What this task involves: Look for the word "data" in the records, and copy each line where it appears.

-------

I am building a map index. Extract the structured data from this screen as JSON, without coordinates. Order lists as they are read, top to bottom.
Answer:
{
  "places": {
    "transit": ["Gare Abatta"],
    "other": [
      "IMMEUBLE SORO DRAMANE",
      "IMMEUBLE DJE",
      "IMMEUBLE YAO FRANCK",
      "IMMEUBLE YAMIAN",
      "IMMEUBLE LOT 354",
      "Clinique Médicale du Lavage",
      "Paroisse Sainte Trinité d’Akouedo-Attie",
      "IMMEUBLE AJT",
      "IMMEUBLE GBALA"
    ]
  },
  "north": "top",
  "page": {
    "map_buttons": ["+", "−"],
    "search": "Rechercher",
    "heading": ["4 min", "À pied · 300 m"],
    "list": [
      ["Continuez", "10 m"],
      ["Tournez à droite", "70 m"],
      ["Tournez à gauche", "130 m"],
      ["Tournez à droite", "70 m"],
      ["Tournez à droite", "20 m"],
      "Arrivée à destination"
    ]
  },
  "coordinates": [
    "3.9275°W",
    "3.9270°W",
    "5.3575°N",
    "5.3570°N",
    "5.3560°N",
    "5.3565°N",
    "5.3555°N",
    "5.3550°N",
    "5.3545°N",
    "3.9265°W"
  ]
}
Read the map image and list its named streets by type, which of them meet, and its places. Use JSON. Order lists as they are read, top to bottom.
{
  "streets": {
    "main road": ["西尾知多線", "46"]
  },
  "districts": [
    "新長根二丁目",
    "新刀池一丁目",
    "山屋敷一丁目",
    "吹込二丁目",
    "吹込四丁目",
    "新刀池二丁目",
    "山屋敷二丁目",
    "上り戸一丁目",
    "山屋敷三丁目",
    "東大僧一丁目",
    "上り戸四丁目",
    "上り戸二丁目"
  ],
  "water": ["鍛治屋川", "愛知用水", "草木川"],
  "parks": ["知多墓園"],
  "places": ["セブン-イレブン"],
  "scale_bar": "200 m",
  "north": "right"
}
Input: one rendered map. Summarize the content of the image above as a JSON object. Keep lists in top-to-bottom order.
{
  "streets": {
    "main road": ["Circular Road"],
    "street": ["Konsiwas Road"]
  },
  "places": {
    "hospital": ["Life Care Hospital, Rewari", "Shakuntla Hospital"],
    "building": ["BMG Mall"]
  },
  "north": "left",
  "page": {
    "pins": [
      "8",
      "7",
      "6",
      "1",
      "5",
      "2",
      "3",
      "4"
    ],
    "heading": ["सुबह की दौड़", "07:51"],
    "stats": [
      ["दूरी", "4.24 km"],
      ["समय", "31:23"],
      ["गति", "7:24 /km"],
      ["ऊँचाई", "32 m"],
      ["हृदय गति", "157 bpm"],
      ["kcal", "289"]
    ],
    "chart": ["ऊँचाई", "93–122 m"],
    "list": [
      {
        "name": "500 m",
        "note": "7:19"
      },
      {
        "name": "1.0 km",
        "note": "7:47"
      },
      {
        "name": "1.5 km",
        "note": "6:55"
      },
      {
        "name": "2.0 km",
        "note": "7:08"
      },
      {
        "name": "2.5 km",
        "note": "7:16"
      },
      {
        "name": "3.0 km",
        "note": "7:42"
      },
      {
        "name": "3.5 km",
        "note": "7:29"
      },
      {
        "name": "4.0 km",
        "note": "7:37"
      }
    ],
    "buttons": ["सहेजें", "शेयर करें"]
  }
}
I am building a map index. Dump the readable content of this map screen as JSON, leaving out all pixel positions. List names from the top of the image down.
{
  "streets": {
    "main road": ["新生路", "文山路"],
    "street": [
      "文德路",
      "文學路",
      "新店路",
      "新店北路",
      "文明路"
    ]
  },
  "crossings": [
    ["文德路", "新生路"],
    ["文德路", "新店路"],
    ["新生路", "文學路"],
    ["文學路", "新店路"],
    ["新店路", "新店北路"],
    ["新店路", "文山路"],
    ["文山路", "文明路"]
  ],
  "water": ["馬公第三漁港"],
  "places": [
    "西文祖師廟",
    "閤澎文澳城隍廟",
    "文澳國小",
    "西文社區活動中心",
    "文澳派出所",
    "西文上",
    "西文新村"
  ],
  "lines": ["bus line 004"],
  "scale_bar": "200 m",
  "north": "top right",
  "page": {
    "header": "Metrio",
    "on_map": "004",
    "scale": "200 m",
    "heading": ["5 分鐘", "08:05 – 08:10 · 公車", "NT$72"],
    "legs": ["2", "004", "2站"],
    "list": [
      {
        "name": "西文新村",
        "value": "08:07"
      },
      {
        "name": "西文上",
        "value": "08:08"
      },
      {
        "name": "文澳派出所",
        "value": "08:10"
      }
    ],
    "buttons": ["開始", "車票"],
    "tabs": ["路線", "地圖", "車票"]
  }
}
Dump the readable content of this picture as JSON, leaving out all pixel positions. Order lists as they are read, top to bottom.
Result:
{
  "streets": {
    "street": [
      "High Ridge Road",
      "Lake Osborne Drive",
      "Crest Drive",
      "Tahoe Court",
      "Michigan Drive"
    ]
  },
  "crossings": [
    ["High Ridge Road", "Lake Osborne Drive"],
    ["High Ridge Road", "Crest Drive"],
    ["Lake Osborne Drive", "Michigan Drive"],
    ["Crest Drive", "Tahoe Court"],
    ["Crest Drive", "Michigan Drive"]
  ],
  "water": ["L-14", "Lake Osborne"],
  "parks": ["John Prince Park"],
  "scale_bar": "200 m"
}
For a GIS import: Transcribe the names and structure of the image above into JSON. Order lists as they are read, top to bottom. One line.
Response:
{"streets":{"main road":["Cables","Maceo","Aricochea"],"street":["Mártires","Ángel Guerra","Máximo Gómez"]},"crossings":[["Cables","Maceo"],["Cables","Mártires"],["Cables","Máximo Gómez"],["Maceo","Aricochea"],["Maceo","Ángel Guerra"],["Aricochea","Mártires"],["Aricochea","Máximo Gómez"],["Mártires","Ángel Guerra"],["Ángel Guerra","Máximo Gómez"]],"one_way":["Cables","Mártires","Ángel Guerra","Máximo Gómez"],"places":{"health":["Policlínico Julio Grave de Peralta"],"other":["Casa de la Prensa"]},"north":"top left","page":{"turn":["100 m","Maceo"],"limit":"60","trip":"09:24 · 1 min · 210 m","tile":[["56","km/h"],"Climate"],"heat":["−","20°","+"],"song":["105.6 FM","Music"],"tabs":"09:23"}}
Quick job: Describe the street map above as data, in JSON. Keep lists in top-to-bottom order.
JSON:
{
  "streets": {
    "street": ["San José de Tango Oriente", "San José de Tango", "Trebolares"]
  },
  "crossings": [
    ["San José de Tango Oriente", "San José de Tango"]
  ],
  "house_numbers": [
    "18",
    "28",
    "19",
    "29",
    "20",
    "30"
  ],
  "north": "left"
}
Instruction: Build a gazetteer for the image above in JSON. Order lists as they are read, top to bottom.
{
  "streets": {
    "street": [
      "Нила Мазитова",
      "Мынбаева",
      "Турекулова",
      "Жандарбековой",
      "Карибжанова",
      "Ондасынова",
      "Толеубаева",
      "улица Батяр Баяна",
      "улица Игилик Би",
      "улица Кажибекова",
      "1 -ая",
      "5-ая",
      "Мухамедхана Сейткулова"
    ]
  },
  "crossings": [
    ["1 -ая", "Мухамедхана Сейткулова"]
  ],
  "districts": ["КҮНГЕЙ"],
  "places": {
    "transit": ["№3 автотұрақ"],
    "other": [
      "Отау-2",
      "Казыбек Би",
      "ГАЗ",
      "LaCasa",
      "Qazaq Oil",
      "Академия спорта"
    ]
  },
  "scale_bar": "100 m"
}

-------

Exercise result:
I am building a map index. Extract the structured data from this screen as JSON, without coordinates. Order lists as they are read, top to bottom.
Quick job: Describe the street map above as data, in JSON. Keep lists in top-to-bottom order.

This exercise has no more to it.